Romney: A Reckoning
- Author: McKay Coppins
- Language: English
- Publisher: Scribner Book Company
- Publication date: October 24, 2023
- Pages: 416
- ISBN: 978-1982196202

= Romney: A Reckoning =

2023 biography by McKay Coppins

Romney: A Reckoning is a 2023 biographical book about the political life of U.S. senator Mitt Romney, written by McKay Coppins, a journalist at The Atlantic. The book is largely based on Romney's reckoning with a Republican Party he once led, and his dismay at its political realignment in the era of 45th U.S. president Donald Trump. It contains many of Romney's interviews, private emails, text messages, diary entries, and documented personal grievances.

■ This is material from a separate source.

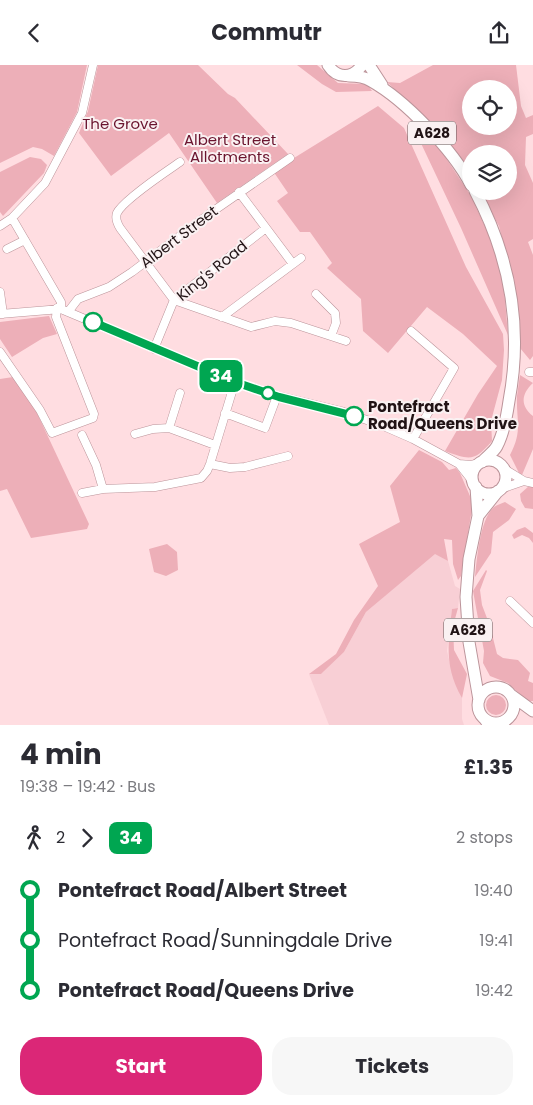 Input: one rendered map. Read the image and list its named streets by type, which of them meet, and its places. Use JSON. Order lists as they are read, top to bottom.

It was released on October 24, 2023. It debuted at No. 3 on the New York Times Best Sellers list.

== Background ==
Romney: A Reckoning is sourced from 45 interviews with Romney across two years, The interviews were conducted weekly starting from the spring of 2021. Coppins also used Romney's private diary entries from 2011 and text messages. According to Politico, Coppins occasionally "[pressed] Romney in ways he did not always like". Coppins allowed Romney to read the manuscript before it was published and agreed to "listen to his concerns" but did not grant him any editorial control.

== Synopsis ==
The book covers Romney's political record, including the 2012 United States presidential election, his role as a senator, the 2020 election and the subsequent attack on the Capitol, and Romney's opinions of Donald Trump. In the book, Romney expressed critical views of Donald Trump and various other Republicans.

== Release ==
Romney: A Reckoning was released on October 24, 2023. According to The Salt Lake Tribune, the release of the book was "highly anticipated".

== Reception ==
In a review for The New York Times, Thomas Mallon stated that the book was "in many ways a straightforward biography," but added that it "has the intimacy of a small subgenre of political confessions". Michael Luo from The New Yorker said that the book was instructive and "a rare feat in modern-day political reporting" in which "the subject engages in actual introspection". A review in The Los Angeles Times called the book a "scoop-rich biography" and lauded the "tell-all details". NPR named it one of the best books of 2023, with Scott Detrow writing, "It's one of the best political books I’ve read in years, and it provides key insights into how drastically the Republican Party has shifted in the decade since Romney was its presidential nominee."

Reviewing for The Washington Post, Alex Beam called the book "occasionally interesting and often a little bit bland", describing Romney himself as "the biggest disappointment of the book" and remarked that it was "more like a ghostwritten autobiography than a biography of record". The book was also reviewed in The Wall Street Journal and was previewed in New York Magazine.